Data flow
Every BPMN workflow instance can have one or more variables. Variables are key-value-pairs and hold the contextual data of the workflow instance that is required by job workers to do their work or to decide which sequence flows to take. They can be provided when a workflow instance is created, when a job is completed, and when a message is correlated.
Job workers​
By default, a job worker gets all variables of a workflow instance. It can limit the data by providing a list of required variables as fetchVariables.
The worker uses the variables to do its work. When the work is done, it completes the job. If the result of the work is needed by follow-up tasks, then the worker sets the variables while completing the job. These variables are merged into the workflow instance.
If the job worker expects the variables in a different format or under different names then the variables can be transformed by defining input mappings in the workflow. Output mappings can be used to transform the job variables before merging them into the workflow instance.
Variable scopes vs. token-based data​
A workflow can have concurrent paths, for example, when using a parallel gateway. When the execution reaches the parallel gateway then new tokens are spawned which execute the following paths concurrently.

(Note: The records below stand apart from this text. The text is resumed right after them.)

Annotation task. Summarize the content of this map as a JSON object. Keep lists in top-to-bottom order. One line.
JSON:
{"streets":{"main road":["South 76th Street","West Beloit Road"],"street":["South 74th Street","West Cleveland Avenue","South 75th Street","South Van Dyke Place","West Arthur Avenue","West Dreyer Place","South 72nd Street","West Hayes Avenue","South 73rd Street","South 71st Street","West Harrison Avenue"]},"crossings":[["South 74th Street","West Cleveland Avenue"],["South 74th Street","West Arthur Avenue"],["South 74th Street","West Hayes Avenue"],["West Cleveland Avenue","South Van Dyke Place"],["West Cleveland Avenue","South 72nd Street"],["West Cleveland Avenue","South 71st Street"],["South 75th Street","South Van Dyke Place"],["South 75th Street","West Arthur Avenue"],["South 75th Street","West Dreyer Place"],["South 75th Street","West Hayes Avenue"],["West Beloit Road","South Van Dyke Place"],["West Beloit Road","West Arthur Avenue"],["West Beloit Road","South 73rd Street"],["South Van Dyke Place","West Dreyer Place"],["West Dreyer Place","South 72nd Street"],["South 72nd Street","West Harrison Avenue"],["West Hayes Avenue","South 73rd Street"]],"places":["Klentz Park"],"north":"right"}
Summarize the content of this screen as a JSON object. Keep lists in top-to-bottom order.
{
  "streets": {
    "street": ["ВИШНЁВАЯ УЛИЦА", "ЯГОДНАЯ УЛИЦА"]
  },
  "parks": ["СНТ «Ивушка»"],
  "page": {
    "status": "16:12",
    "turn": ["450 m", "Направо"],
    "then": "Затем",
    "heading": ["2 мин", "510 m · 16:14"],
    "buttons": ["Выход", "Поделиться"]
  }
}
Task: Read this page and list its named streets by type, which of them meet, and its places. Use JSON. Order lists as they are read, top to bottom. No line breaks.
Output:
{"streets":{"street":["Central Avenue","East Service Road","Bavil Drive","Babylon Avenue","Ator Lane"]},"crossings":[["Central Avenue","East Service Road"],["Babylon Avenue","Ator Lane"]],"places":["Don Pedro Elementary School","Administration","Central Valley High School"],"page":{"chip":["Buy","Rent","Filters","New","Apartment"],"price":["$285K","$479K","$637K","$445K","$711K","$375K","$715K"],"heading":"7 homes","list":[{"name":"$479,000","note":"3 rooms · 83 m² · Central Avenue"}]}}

Since the variables are part of the workflow instance and not of the token, they can be read globally from any token. If a token adds a variable or modifies the value of a variable then the changes are also visible to concurrent tokens.
The visibility of variables is defined by the variable scopes of the workflow.
Concurrency considerations​
When multiple active activities exist in a workflow instance (i.e. there is a form of concurrent execution, e.g. usage of a parallel gateway, multiple outgoing sequence flows or a parallel multi-instance marker), you may need to take extra care in dealing with variables. When variables are altered by one activity, it might also be accessed and altered by another at the same time. Race conditions can occur in such workflows.
We recommend taking care when writing variables in a parallel flow. Make sure the variables are written to the correct variable scope using variable mappings and make sure to complete jobs and publish messages only with the minimum required variables.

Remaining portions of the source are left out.